• _Problem to solve_
Report back every line below that carries the word "overflow".

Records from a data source
---

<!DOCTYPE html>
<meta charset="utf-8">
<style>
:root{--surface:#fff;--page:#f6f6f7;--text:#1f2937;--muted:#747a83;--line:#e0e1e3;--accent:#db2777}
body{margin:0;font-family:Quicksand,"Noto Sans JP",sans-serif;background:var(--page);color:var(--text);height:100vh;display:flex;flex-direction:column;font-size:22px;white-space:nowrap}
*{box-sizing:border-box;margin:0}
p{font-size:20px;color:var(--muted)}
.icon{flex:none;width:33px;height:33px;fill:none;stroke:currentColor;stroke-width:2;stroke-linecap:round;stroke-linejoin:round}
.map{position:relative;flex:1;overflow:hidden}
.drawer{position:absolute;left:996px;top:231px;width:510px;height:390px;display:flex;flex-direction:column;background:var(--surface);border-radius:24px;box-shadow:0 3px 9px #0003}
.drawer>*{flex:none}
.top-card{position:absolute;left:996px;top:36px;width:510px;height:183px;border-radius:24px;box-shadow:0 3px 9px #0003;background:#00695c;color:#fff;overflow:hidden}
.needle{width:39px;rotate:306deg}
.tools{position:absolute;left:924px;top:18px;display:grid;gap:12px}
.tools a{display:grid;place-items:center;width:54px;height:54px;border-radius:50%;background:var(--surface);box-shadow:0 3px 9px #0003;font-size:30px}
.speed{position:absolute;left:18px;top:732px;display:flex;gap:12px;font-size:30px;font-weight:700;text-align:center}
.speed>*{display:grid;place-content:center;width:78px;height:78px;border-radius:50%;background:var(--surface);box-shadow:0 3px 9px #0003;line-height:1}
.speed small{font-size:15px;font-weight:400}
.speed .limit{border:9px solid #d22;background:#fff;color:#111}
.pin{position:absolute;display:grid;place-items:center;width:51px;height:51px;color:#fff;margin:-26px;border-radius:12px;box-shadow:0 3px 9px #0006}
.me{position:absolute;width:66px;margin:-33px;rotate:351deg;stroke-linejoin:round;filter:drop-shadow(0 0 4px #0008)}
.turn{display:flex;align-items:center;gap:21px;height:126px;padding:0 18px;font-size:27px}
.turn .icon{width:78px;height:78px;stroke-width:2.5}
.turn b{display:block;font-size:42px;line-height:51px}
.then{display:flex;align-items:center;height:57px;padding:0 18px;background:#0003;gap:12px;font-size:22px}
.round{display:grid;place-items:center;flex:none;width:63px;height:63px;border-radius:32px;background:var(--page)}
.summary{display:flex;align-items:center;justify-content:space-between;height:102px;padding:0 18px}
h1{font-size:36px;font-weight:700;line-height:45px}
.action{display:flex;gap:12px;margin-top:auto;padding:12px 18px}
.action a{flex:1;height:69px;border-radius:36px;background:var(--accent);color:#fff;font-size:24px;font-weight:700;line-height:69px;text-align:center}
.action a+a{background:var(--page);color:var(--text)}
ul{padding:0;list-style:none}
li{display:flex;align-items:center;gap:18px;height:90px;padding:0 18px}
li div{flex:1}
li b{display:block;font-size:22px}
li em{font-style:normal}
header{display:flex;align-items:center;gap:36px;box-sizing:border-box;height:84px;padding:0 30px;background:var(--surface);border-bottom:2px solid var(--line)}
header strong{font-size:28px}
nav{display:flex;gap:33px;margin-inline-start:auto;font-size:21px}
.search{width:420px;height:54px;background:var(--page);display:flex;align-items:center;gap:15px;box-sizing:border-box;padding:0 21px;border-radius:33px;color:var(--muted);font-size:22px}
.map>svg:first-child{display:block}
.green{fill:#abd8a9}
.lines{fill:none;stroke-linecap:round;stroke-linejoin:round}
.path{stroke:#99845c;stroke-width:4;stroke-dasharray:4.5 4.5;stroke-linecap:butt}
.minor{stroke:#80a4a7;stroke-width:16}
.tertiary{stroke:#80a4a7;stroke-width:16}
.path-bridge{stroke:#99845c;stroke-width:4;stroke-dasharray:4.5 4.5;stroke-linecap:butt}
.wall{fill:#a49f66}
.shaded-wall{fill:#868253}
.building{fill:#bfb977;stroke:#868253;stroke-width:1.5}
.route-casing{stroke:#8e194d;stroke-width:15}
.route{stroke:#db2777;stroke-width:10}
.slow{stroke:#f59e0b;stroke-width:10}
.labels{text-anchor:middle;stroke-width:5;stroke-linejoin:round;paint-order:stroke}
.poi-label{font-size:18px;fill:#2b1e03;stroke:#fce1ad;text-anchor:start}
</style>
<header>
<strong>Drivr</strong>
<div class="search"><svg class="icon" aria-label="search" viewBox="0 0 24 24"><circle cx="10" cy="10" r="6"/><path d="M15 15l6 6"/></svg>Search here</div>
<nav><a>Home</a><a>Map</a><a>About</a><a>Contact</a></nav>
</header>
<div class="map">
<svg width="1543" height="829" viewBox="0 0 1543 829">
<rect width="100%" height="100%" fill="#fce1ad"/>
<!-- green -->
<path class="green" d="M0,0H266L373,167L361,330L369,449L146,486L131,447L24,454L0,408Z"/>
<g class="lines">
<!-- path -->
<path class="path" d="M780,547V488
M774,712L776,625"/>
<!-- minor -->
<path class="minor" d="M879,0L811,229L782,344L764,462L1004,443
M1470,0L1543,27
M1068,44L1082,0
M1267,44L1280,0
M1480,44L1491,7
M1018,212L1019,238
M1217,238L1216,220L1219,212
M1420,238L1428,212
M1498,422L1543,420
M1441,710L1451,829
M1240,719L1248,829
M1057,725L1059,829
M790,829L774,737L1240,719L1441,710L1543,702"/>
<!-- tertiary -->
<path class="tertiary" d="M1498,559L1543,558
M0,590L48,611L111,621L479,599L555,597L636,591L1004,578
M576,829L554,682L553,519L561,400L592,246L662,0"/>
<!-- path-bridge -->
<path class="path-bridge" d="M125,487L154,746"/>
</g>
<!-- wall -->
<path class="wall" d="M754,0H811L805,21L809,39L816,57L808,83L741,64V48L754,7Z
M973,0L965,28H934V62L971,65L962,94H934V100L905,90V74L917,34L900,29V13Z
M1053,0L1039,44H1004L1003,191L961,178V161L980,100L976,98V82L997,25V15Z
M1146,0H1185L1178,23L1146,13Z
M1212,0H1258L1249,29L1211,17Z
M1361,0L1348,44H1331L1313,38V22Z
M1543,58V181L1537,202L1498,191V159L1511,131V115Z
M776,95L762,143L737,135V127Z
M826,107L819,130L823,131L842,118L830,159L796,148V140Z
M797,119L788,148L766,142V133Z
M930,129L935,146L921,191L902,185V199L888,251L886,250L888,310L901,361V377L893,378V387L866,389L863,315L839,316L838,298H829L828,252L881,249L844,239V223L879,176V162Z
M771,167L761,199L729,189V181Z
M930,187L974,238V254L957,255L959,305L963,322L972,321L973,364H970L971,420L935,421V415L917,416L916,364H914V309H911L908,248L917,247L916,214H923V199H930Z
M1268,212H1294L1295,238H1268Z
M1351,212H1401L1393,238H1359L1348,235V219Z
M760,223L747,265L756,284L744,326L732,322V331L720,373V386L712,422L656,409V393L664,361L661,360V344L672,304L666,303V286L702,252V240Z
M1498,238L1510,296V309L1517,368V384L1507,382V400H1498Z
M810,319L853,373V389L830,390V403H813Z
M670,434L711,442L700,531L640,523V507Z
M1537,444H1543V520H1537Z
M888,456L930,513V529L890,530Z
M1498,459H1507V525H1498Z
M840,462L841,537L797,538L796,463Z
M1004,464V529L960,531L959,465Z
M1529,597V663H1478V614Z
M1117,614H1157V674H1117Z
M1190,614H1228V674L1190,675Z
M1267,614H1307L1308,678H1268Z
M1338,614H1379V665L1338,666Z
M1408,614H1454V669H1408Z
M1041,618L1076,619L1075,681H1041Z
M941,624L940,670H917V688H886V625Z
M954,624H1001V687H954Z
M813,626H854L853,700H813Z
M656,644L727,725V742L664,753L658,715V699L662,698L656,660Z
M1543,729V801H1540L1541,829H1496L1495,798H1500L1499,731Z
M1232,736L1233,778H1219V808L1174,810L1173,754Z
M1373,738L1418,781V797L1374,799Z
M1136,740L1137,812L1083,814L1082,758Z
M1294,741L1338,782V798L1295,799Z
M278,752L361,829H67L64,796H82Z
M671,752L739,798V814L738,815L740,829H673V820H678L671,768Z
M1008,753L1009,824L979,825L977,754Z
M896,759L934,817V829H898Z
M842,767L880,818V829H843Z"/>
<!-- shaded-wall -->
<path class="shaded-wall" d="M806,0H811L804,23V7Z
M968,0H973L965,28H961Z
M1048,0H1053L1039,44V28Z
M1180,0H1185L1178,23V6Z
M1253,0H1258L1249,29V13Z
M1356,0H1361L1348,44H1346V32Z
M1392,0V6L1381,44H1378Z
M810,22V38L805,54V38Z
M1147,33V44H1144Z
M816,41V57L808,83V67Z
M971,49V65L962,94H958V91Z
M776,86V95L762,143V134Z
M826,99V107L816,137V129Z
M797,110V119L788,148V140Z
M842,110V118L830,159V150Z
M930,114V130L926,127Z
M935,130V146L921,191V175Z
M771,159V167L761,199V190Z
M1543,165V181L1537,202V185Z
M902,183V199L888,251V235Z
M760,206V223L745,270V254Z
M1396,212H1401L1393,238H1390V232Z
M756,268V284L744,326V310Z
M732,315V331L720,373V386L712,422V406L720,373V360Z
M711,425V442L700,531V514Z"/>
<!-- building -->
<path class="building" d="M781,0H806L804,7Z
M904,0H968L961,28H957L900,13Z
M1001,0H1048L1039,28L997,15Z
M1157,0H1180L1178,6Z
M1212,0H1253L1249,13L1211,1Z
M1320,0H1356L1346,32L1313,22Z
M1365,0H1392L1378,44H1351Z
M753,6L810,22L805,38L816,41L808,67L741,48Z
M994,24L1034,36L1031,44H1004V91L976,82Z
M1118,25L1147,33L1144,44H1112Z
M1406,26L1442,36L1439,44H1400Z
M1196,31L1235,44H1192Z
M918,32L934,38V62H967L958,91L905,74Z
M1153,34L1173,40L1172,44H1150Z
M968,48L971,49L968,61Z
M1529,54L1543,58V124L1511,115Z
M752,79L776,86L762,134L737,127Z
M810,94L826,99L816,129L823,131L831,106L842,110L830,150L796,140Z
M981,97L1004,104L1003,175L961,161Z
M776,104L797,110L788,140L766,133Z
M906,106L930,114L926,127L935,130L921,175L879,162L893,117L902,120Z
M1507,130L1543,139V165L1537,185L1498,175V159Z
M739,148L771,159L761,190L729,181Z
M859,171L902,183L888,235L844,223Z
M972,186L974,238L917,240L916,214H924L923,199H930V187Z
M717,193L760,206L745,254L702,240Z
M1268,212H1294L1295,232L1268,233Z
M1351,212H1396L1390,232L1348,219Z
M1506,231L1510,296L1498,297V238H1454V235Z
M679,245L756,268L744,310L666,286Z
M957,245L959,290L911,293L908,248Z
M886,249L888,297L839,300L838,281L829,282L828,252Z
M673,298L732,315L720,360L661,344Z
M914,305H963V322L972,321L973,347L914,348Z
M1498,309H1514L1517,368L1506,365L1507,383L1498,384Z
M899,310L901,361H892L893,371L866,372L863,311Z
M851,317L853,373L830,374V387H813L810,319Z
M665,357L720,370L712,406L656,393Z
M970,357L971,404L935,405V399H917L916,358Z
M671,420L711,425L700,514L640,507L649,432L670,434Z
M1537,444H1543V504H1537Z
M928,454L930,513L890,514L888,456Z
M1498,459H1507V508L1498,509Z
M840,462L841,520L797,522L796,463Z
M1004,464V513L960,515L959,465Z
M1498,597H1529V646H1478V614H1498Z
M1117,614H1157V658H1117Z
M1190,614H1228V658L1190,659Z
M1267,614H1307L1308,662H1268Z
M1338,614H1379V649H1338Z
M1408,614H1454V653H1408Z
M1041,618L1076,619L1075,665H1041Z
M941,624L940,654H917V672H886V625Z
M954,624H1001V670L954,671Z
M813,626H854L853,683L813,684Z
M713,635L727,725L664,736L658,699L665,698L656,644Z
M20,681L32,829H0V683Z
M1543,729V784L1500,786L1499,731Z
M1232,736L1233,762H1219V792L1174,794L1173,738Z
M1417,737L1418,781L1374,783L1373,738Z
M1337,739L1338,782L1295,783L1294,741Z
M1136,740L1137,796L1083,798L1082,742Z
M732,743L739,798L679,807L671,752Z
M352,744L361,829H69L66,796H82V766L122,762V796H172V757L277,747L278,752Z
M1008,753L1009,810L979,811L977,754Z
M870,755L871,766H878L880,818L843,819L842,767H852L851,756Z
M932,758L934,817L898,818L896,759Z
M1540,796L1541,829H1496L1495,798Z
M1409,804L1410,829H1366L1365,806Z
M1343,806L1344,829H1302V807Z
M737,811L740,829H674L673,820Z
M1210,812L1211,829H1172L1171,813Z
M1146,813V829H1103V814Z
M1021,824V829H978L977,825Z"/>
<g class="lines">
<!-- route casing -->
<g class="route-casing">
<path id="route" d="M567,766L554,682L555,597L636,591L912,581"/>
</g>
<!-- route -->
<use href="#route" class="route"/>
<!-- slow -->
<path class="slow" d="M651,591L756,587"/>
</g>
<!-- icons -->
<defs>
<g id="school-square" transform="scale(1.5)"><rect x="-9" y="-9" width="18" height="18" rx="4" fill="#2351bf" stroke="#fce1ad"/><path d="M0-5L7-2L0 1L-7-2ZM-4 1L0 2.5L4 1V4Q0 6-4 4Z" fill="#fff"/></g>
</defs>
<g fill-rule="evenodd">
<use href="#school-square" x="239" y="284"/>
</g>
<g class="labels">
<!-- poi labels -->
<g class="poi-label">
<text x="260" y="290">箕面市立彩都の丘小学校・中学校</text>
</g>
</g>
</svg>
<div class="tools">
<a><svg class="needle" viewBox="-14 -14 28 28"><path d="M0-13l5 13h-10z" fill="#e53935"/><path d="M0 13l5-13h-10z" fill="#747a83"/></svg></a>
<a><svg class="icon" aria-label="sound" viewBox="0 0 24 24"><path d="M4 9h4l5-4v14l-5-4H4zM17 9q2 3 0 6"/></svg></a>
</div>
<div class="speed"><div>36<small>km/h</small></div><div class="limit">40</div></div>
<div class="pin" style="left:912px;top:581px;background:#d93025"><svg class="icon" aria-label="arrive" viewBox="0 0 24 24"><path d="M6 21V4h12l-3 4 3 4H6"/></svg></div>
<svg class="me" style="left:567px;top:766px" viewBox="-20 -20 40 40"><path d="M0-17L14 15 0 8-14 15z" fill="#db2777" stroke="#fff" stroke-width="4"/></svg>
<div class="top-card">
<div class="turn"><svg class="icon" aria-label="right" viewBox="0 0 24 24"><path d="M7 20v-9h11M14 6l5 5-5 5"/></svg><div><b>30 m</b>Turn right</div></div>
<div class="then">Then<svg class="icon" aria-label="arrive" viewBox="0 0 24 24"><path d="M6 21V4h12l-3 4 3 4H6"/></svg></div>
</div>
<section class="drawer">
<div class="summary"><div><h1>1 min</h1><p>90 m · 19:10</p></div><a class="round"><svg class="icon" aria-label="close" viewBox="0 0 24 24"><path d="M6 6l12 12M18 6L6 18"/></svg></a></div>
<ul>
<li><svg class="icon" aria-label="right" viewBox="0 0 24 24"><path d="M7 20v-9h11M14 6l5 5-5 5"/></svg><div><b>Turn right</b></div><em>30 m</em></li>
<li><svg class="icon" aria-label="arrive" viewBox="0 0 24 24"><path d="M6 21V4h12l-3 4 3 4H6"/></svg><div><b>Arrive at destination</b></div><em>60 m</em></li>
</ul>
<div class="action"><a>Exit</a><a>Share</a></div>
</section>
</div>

---

• _Response area_
.map{position:relative;flex:1;overflow:hidden}
.top-card{position:absolute;left:996px;top:36px;width:510px;height:183px;border-radius:24px;box-shadow:0 3px 9px #0003;background:#00695c;color:#fff;overflow:hidden}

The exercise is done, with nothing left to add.